I totally support my noble friend in what he is trying to do, which is to get this House to put a marker down that the days of the Barnett formula have gone and that we should look at a needs-based formula rather than the existing one. If my noble friend chooses to divide the House on this matter, I, for once—very rarely for me—would support him.
My Lords, I support the noble Lord, Lord Barnett, in his attempt to abolish the formula in his own name. Most of us would give our eye teeth to have a formula named after us. The noble Lord carries a great burden and I sympathise with him because it is a burden based on a complete misunderstanding, to which the noble Lord, Lord Richard, has just alluded. Although, over the years, Secretaries of State have taken advantage of it in the territorial departments to varying degrees, it is not something that we have done with particular pleasure because we have become increasingly conscious of the anomalies inherent in it, as those anomalies have expanded.
It has distorted the debate with colleagues, created resentment in the country and spilled over into antipathy towards Scotland, which could colour the debate and the future referendum on Scottish independence. Because it is indefensible it really should be got rid of and we need a clear statement from this House that that should happen. I disagree with the noble Lord, Lord Steel of Aikwood, whose formula for keeping it and allowing it to wither on the vine was peppered with “ifs” and “assuming thats”. I think that we need a clear statement on it.

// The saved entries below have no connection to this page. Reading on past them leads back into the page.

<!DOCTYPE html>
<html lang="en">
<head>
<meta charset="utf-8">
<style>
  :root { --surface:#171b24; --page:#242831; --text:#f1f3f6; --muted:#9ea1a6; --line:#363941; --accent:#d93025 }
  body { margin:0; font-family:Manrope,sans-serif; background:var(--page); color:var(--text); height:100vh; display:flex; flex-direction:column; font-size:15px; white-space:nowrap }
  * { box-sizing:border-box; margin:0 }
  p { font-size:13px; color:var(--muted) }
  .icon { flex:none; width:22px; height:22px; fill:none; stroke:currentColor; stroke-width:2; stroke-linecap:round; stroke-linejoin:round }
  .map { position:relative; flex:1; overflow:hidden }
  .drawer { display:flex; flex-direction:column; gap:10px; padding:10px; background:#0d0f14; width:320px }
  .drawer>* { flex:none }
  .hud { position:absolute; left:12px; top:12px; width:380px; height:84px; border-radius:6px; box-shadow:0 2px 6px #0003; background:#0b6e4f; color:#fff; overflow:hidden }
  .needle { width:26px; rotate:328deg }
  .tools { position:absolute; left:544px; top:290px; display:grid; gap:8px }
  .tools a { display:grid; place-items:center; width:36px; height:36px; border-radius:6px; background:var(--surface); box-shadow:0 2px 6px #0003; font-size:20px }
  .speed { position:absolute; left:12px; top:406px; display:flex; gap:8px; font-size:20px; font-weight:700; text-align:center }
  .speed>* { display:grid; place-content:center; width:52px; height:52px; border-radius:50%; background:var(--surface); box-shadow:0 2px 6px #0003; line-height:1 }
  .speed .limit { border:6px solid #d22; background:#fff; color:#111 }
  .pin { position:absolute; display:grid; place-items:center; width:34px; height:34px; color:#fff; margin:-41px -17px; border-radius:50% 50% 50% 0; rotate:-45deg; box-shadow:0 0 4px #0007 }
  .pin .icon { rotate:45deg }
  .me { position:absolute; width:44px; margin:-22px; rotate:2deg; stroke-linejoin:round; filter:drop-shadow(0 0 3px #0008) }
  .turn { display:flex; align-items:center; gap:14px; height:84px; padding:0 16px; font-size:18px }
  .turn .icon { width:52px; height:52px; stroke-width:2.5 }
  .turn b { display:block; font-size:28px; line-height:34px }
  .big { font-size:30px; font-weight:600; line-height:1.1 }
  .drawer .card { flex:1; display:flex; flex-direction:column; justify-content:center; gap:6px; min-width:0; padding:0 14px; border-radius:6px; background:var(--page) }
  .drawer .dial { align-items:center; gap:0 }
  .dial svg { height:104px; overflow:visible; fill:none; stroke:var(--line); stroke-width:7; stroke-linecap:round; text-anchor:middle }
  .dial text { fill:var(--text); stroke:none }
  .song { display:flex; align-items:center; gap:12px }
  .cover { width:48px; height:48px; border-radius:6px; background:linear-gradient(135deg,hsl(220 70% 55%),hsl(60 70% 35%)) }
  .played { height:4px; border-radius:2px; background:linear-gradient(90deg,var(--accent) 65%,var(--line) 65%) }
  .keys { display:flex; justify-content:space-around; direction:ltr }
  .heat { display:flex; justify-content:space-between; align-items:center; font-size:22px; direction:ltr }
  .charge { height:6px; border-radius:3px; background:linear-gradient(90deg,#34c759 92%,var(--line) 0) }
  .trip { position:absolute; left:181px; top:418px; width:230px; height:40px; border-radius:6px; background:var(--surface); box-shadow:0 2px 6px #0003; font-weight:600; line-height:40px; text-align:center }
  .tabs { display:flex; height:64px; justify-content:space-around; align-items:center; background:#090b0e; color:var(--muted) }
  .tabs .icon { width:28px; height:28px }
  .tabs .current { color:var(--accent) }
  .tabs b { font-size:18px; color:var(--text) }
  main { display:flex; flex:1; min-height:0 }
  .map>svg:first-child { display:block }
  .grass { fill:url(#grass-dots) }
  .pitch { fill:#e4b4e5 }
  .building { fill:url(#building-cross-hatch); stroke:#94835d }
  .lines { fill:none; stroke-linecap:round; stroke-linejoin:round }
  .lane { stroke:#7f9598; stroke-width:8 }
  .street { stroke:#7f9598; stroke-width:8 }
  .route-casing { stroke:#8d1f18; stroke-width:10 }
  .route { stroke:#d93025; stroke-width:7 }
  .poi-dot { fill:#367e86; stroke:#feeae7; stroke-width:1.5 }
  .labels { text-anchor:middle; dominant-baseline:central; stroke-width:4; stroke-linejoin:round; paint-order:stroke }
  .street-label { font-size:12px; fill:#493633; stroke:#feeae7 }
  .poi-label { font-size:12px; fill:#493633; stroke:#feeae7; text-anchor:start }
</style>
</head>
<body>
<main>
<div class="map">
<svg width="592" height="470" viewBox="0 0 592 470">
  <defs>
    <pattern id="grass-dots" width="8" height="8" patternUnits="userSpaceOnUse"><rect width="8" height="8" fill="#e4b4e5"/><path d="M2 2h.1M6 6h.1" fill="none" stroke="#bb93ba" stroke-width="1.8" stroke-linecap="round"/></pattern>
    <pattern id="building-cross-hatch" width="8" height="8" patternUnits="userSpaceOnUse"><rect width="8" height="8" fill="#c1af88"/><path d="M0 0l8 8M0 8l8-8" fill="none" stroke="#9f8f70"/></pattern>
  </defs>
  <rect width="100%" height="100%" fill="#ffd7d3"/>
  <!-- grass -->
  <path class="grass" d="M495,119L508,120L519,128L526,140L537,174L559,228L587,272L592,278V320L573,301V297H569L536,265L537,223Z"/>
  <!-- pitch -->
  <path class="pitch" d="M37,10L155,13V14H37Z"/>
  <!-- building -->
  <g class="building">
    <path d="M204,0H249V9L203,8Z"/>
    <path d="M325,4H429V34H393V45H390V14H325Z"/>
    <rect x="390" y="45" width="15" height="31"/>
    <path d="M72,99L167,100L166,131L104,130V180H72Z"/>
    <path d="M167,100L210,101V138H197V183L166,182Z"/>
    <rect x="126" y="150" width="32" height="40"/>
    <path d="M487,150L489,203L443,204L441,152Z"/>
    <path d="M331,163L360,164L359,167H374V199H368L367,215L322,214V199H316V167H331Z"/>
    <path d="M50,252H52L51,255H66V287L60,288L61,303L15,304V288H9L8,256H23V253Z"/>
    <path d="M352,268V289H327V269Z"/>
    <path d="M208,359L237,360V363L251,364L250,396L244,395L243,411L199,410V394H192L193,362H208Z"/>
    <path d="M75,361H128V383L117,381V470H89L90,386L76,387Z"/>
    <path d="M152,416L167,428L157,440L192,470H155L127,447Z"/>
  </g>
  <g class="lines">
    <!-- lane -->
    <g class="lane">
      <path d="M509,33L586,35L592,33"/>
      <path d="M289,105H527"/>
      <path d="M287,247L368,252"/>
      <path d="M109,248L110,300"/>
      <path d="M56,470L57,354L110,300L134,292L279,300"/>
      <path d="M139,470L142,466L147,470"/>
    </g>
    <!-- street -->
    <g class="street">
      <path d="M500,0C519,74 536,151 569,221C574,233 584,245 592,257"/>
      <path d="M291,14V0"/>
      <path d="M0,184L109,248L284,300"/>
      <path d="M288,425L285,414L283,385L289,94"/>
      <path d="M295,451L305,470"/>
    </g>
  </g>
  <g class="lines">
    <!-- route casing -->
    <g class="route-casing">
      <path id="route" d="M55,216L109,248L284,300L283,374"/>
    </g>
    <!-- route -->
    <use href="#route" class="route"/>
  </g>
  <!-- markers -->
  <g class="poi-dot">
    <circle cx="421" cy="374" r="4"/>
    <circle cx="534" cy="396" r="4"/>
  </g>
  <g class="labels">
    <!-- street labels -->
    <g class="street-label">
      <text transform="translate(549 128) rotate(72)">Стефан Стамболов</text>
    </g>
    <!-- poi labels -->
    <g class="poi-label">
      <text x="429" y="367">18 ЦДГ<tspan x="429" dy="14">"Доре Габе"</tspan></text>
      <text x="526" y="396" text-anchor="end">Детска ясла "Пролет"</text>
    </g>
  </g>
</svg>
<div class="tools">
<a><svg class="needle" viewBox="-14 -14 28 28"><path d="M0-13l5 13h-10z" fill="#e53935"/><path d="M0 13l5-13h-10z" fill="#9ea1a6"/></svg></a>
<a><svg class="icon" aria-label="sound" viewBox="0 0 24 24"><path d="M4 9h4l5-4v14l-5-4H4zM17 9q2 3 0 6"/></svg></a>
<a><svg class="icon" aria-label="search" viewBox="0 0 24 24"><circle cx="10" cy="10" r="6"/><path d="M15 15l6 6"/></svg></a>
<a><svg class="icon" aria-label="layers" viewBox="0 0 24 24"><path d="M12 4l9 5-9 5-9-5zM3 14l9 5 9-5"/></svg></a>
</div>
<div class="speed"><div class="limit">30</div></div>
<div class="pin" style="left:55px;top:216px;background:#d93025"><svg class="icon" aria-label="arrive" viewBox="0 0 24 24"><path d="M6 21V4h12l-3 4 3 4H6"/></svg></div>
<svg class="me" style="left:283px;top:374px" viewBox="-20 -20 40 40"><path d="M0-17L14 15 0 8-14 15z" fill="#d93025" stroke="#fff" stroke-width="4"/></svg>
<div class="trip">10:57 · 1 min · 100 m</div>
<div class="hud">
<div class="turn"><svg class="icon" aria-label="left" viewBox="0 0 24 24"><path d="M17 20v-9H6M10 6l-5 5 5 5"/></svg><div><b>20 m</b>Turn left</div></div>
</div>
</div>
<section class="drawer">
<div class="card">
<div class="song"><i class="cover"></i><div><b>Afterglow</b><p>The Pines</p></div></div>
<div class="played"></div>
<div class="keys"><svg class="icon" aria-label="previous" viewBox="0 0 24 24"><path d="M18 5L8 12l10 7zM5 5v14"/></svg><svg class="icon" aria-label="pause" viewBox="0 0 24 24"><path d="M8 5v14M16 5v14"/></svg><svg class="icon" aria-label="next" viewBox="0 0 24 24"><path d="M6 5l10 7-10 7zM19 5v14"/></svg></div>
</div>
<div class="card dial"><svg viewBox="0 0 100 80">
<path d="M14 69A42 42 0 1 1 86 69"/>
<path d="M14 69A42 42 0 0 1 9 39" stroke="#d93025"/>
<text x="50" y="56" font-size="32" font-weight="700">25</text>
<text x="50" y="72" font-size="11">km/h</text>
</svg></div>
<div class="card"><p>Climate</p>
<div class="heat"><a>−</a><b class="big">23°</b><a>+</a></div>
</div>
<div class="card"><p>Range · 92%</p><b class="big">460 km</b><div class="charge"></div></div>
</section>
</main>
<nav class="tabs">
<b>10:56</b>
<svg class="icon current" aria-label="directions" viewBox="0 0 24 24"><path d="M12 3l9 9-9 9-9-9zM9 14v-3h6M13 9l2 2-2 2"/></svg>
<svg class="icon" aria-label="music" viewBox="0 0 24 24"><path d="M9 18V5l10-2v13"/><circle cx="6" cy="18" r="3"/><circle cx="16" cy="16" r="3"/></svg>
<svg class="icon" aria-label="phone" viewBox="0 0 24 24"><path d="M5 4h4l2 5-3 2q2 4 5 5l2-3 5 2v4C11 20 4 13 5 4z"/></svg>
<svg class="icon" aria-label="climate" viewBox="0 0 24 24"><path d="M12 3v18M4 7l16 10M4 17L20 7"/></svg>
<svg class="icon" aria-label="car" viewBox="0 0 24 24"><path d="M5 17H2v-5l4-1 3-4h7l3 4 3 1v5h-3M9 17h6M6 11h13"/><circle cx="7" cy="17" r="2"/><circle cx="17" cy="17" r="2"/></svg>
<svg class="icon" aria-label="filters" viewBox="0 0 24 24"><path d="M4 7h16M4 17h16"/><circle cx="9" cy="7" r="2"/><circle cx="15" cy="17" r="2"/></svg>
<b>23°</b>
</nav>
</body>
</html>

The reason why I think that the noble Lord, Lord Barnett, has been unfairly treated in having the formula named after him is that it—the twist to the arrangements, as he called it—was not a formula at all. It was a change in the way in which the additions were made to the baseline. They used to be expressed as percentages and be applied evenly across the whole United Kingdom. As the Scottish baseline rose, those percentages delivered larger cash sums. So the ingenious scheme which the noble Lord hatched with Mr Bruce Millan, the Secretary of State for Scotland at the time, was that instead of Scotland getting a percentage transfer, it would get a cash transfer. They would get the same cash increase to baselines per year, which would represent a smaller percentage when applied to their own baseline.